Directions for this task
Extract the lines of the material below, beginning with the first and ending with the line that holds "2px #624a37) drop-shadow(0". Skip every picture.

++++

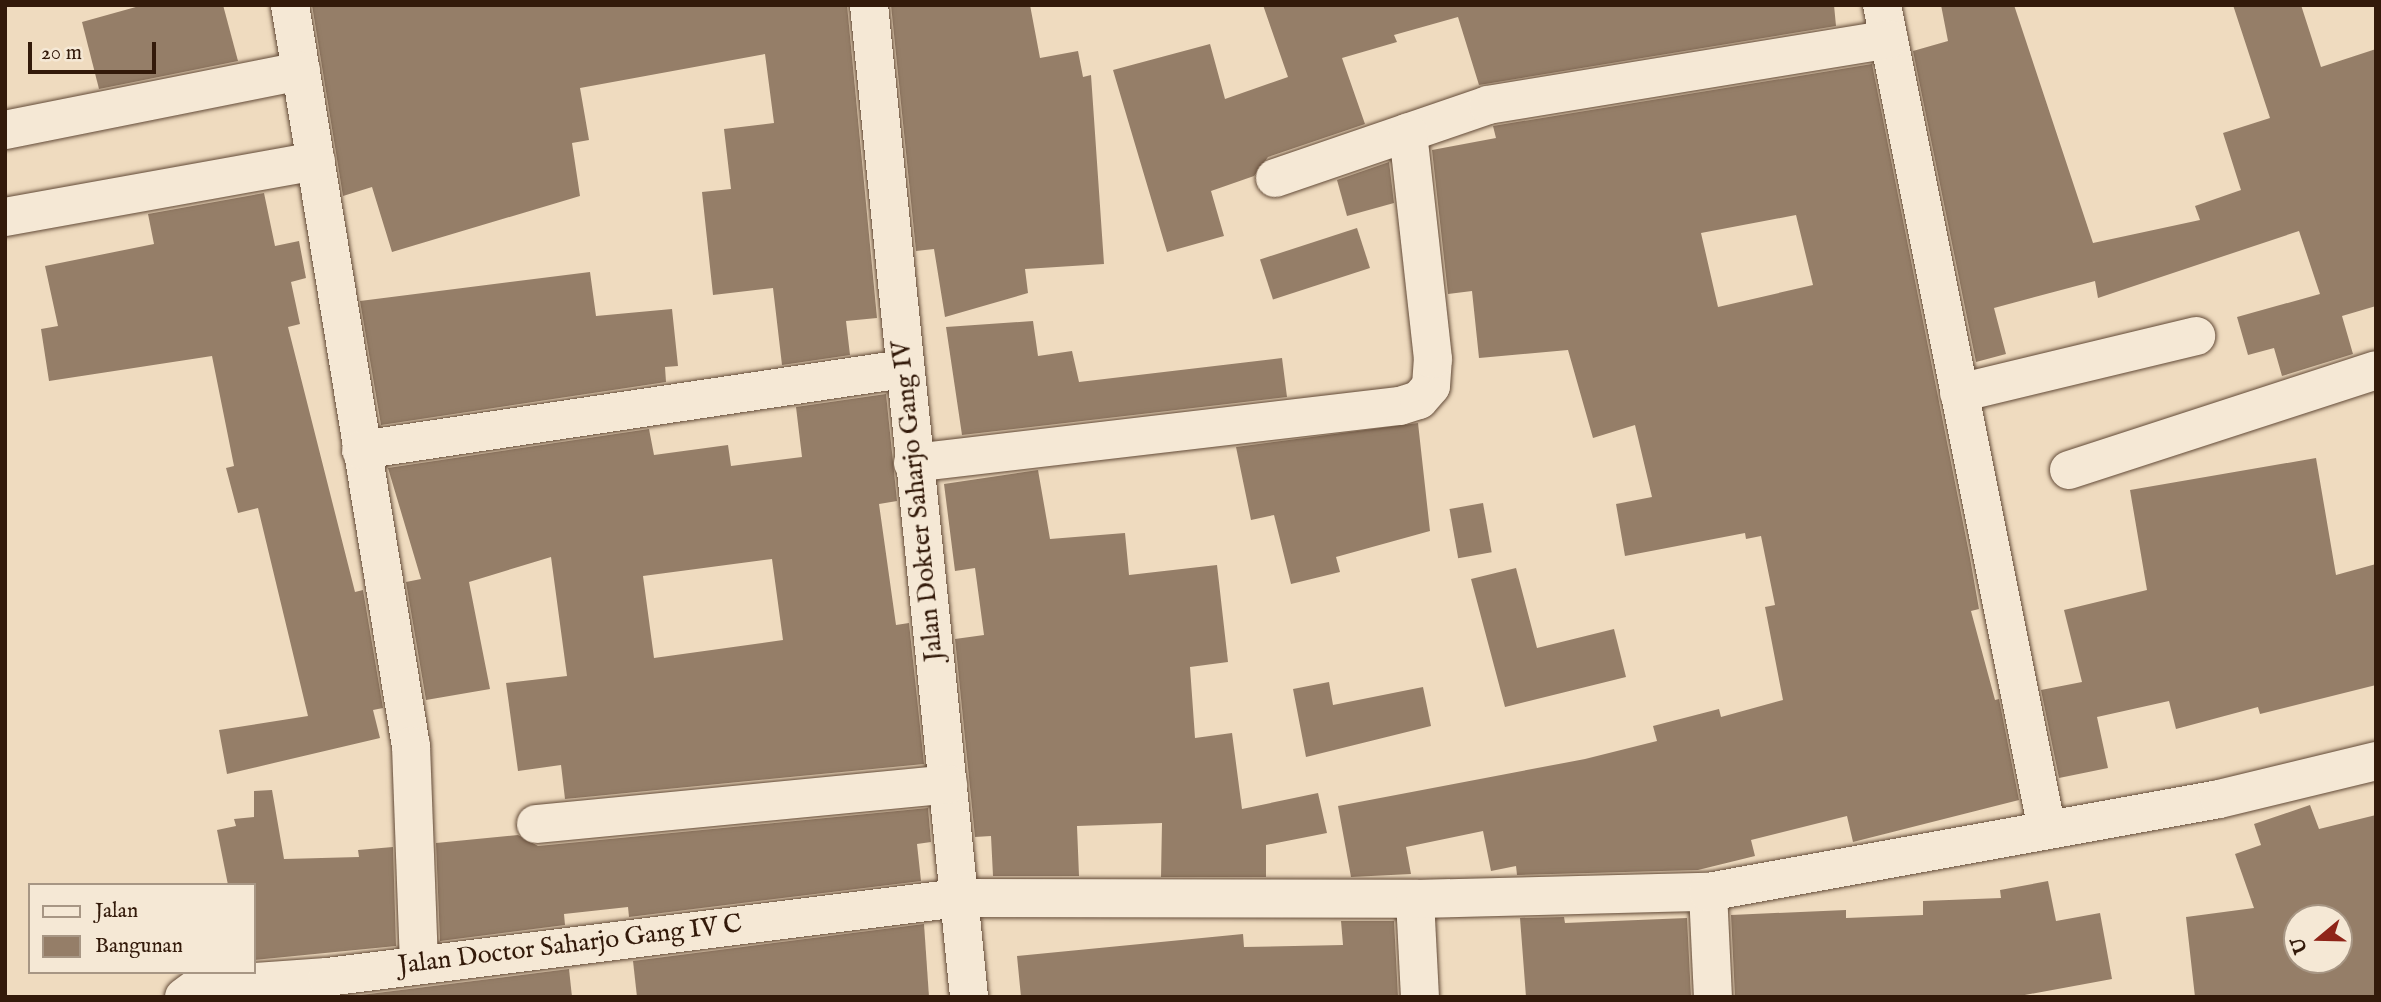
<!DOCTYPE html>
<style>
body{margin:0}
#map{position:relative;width:2381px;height:1002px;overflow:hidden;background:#efdbbf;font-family:"IM FELL English",serif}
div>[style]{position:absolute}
.building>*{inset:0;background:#957e68;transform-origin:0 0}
.roads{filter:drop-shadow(0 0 2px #624a37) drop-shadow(0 0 2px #624a37)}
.minor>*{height:38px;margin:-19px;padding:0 19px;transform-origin:19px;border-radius:19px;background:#f5e8d5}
span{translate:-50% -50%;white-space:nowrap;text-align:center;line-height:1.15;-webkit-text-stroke:5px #f5e8d5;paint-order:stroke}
.street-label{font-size:26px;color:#331a0a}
.frame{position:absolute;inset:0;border:7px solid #331a0a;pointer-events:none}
.legend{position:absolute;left:28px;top:883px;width:228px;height:91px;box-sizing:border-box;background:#f5e8d5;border:2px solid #a79684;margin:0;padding:9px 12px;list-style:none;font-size:21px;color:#331a0a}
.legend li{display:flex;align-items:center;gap:14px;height:35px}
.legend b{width:35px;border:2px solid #a79684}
.north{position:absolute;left:2283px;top:904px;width:70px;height:70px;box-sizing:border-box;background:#f5e8d5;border:2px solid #a79684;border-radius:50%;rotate:251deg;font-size:19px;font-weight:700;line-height:28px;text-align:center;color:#331a0a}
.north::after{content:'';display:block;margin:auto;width:24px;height:32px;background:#8f2418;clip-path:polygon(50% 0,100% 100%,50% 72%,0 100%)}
.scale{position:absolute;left:28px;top:42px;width:128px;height:32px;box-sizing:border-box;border:4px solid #331a0a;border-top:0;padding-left:9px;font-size:21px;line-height:24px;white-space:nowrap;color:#331a0a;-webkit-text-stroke:5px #f5e8d5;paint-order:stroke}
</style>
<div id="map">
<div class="building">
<div style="clip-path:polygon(143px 5px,223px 5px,238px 61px,99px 89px,82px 22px)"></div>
<div style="clip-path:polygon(312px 5px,847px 5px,877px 318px,846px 321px,850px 355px,782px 365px,773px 288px,713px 295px,702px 192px,731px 189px,724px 129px,774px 123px,765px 54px,580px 88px,589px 140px,572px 143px,580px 196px,392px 252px,372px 187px,343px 196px)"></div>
<div style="clip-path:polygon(891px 5px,1030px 5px,1040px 58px,1078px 51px,1083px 77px,1091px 75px,1104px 264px,1025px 269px,1028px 293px,945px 317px,934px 249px,916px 251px)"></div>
<div style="clip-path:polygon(1263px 5px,1834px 5px,1836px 26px,1479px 85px,1458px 17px,1394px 35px,1397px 42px,1342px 58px,1365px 124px,1268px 157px,1254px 176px,1211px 191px,1224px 236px,1167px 252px,1113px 70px,1210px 44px,1225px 99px,1288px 77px)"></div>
<div style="clip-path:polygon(1941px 5px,2014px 5px,2093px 243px,2200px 220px,2195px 206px,2241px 190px,2223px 133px,2270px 118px,2233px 5px,2301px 5px,2321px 67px,2376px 49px,2376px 306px,2342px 316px,2353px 354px,2282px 376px,2274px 348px,2248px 355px,2237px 317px,2320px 294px,2299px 231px,2098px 298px,2095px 281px,1994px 308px,2006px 354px,1976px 362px,1913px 51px,1948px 41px)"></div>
<div style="clip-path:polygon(evenodd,1872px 64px,1970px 558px,1979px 609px,1971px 611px,1995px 700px,1999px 699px,2019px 800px,1853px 842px,1847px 816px,1751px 840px,1755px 856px,1698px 870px,1517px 875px,1516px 866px,1491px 871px,1483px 831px,1406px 847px,1411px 874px,1351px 877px,1338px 806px,1585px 759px,1657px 741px,1653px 726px,1719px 709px,1721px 717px,1783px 700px,1765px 607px,1775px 605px,1761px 536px,1746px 539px,1745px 533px,1625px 556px,1616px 504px,1652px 497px,1635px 425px,1593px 438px,1568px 350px,1479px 358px,1472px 291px,1448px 294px,1432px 150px,1496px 138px,1493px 126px,1872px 64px,1796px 215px,1813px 285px,1718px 307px,1701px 233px,1796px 215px)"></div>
<div style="clip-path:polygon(1389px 162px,1394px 203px,1347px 216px,1337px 180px)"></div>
<div style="clip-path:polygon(264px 193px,275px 246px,299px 241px,306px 278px,291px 282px,300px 324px,288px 327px,355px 592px,363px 590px,383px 708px,373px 710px,380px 738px,227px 774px,219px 730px,308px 716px,258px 508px,238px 513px,226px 468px,234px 466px,212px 356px,49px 381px,41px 329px,58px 326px,45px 266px,154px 244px,148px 214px)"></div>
<div style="left:1357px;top:228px;width:42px;height:102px;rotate:72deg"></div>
<div style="clip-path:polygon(590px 272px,596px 316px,672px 309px,678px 366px,665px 367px,666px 382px,381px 425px,360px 301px)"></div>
<div style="clip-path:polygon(1033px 321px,1038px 356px,1072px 351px,1079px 382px,1282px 358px,1287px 397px,962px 435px,946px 327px)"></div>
<div style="clip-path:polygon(evenodd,886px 394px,897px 501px,879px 504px,896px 625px,909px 623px,924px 764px,565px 799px,561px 765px,518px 771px,506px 683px,567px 676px,551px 557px,469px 582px,490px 689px,426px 700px,406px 582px,421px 579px,388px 468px,649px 429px,654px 455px,728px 445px,731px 466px,802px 457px,796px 407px,886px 394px,772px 559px,783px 640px,654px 658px,643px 576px,772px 559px)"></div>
<div style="clip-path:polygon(1418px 423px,1430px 531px,1336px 557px,1340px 572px,1291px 584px,1274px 515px,1251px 520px,1236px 447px)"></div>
<div style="clip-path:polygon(2316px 458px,2336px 575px,2376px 564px,2376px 685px,2260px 714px,2258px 707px,2176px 729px,2169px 701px,2097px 717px,2108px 768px,2059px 778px,2041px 690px,2082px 682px,2064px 610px,2147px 590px,2130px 490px)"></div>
<div style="clip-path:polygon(1038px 470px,1050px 539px,1125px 533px,1129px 575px,1217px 565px,1228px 662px,1190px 667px,1195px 738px,1232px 733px,1242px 809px,1318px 793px,1327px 833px,1266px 845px,1266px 877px,1161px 877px,1162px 823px,1077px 826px,1079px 876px,993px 876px,991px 836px,975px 837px,955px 639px,984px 635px,975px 568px,955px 571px,944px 484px)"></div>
<div style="left:1483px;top:503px;width:50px;height:34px;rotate:80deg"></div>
<div style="clip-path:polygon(1516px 568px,1537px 648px,1614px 629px,1626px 677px,1505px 707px,1471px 579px)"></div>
<div style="clip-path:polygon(1329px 682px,1333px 705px,1423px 687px,1431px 726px,1306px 757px,1293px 689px)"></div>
<div style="clip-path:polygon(272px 790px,284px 859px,359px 857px,358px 850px,393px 847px,396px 946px,254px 960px,254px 885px,228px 885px,217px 830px,236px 826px,234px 819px,254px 817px,254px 791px)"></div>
<div style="clip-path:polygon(evenodd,2310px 805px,2319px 829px,2376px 815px,2376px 997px,2195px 997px,2186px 917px,2254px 908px,2235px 854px,2261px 845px,2254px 824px,2310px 805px,2297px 918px,2339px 918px,2339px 960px,2297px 960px,2297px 918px)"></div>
<div style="clip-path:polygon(928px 808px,931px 842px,917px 844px,921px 881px,629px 917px,628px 907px,564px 914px,565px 925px,440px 941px,436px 843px,518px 835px,538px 846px)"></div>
<div style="clip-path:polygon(2048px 881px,2056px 921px,2100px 913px,2112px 979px,2014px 997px,1735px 997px,1731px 915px,1846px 910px,1846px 918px,1923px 915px,1923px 901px,2001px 898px,2000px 890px)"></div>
<div style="clip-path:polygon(1564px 917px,1565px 923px,1687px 918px,1691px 997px,1526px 997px,1520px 918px)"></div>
<div style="clip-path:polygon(1341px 921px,1394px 921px,1398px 997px,1021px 997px,1017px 956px,1243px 934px,1244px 947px,1343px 945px)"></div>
<div style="clip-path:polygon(924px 924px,929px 997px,637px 997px,633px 961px)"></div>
<div style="clip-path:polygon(569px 969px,572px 997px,345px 997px)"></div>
</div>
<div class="roads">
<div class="minor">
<div style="left:290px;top:5px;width:751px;rotate:80.73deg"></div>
<div style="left:411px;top:746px;width:217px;rotate:87.9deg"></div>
<div style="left:869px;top:5px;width:997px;rotate:84.24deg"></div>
<div style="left:1882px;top:5px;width:841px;rotate:78.69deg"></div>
<div style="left:5px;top:130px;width:302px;rotate:-11.3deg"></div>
<div style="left:1275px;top:178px;width:225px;rotate:-18.9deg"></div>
<div style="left:1488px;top:105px;width:406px;rotate:-9.3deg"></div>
<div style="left:5px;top:217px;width:316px;rotate:-10.2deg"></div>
<div style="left:1959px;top:393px;width:244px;rotate:-13.5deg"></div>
<div style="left:361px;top:450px;width:548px;rotate:-8.5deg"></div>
<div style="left:913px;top:463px;width:490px;rotate:-6.7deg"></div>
<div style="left:1400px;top:406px;width:20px;rotate:-18deg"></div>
<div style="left:1419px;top:400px;width:18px;rotate:-49deg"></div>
<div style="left:1431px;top:386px;width:27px;rotate:-86deg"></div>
<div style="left:1433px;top:359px;width:228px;rotate:-96.3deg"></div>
<div style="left:2069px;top:470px;width:323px;rotate:-18deg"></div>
<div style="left:536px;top:824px;width:414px;rotate:-5.5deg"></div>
<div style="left:1708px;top:892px;width:105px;rotate:87.3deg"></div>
<div style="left:1415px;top:899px;width:98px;rotate:87.1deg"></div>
<div style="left:184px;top:997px;width:19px;rotate:-36deg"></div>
<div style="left:199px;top:986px;width:128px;rotate:-4deg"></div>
<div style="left:327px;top:977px;width:637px;rotate:-7.13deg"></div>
<div style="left:959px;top:898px;width:456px;rotate:0.1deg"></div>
<div style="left:1415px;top:899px;width:293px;rotate:-1.4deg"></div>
<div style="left:1708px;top:892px;width:519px;rotate:-10.31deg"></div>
<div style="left:2219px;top:799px;width:162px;rotate:-13.6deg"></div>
</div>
</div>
<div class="street-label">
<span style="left:918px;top:501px;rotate:-96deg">Jalan Dokter Saharjo Gang IV</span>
<span style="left:570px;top:945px;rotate:-7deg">Jalan Doctor Saharjo Gang IV C</span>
</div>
<div class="frame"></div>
<ul class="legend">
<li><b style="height:9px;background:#f5e8d5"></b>Jalan</li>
<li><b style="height:19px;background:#957e68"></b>Bangunan</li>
</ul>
<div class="north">U</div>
<div class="scale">20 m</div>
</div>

++++

Solution
<!DOCTYPE html>
<style>
body{margin:0}
#map{position:relative;width:2381px;height:1002px;overflow:hidden;background:#efdbbf;font-family:"IM FELL English",serif}
div>[style]{position:absolute}
.building>*{inset:0;background:#957e68;transform-origin:0 0}
.roads{filter:drop-shadow(0 0 2px #624a37) drop-shadow(0 0 2px #624a37)}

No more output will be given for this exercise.